In fact, I gave both gzip and bzip2 a chance, and so far, up to files of 64k, neither has averaged even one byte less than the original--in fact they are all larger!
But if you want me to test it, I would be glad to (I won't give away your program, don't worry...) I would really find it interesting if you can prove me and others wrong...

Andy Baker
08-09-2004, 18:09
Sorry for the strong words I used, but I hope this kind of language will make clear the claims made are totally impossible. I saw these kind of super compression claims many, many times.

Regards,
Werner Bergmans
Eindhoven, Netherlands

While this is understood, please choose words that don't pullute this fine site. This discussion is interesting, and your words are valuable as long as profanity is omitted.

You will be more respected and listened to if you keep things clean and respectful.

Andy B.

ThomasTuttle
08-09-2004, 18:37
See, most of these claims on great compression ratios being made are by supporting a fact that you will always gain a compression down to their so called limit. I have my therom set up so that it has an advantage of gaining compression. This does not mean that it cant gain size either, it just simply means that in the long run the file will get small. And since my therom includes using headers to define what has happened to the piece of data, it has to have a limit because the headers take up space and the data the headers describe take up space.

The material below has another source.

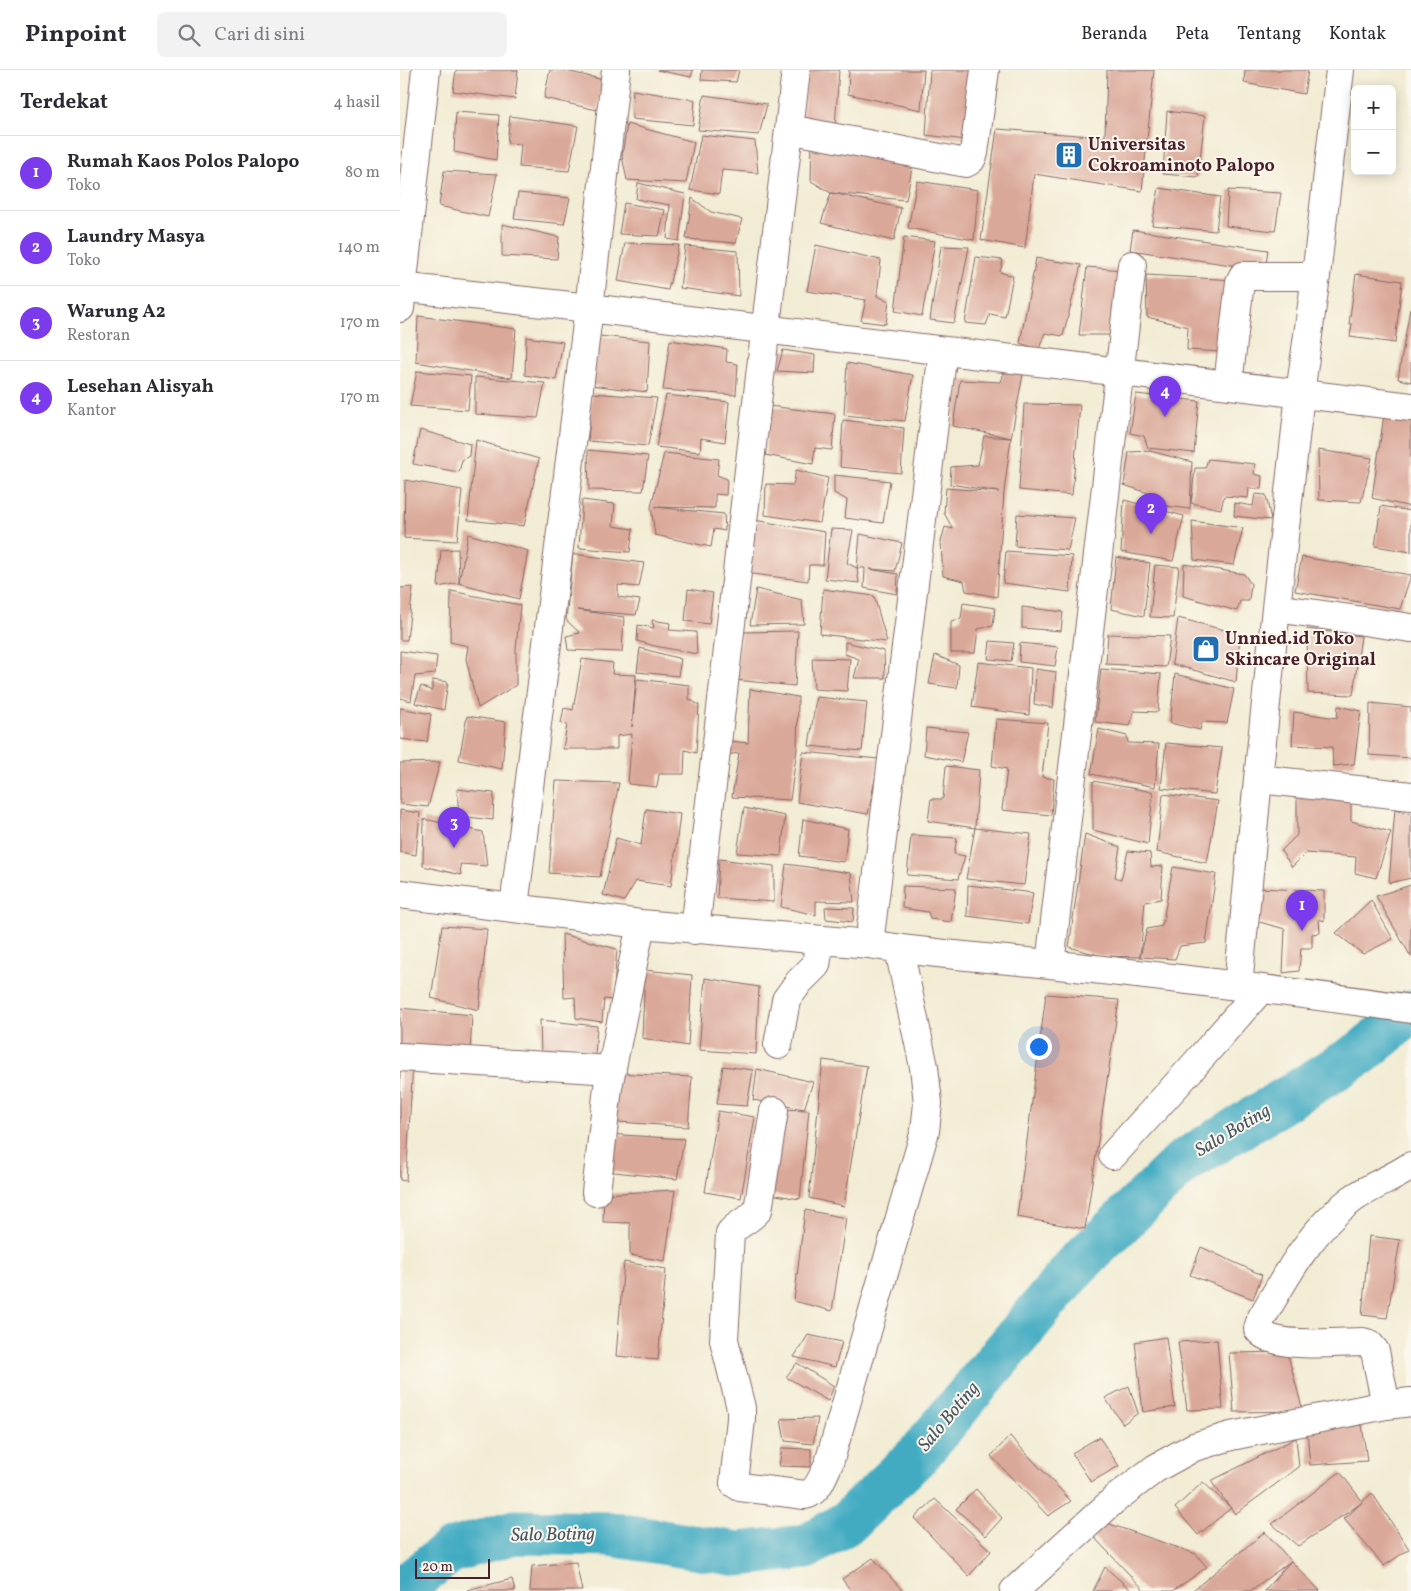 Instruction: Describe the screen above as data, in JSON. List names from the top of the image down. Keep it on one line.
{"water":["Salo Boting"],"places":{"building":["Universitas Cokroaminoto Palopo"],"shop":["Unnied.id Toko Skincare Original"]},"scale_bar":"20 m","page":{"header":"Pinpoint","search":"Cari di sini","nav":["Beranda","Peta","Tentang","Kontak"],"heading":["Terdekat","4 hasil"],"map_buttons":["+","−"],"list":[{"mark":"1","name":"Rumah Kaos Polos Palopo","note":"Toko","value":"80 m"},{"mark":"2","name":"Laundry Masya","note":"Toko","value":"140 m"},{"mark":"3","name":"Warung A2","note":"Restoran","value":"170 m"},{"mark":"4","name":"Lesehan Alisyah","note":"Kantor","value":"170 m"}],"pins":["4","2","3","1"],"scale":"20 m"}}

These headers are 2 bytes each and are just showing predefined info that the compiler already knows. This makes that part 100% reversable. Next the compressed bytes are either 7-bit, 8-bit, or 9-bit. it defines a 7 bit variable with a start of 1 then 6 bits, an 8 with 00 then 6 bits and a 9 with a 01 then 7 bits. As you can see this makes up all 256 values of the asiic set and also is easly reversable. That is a pretty big part in my compression on how it uncompresses. Thats really all i think i can show right now.

edit - I have all of the process written out and I have written it in the way a computer would actually read the files and recompress them, this isnt some theorm that I just wrote down on paper. I went step by step in the process and made sure it was 100% compressable and 100% reversable.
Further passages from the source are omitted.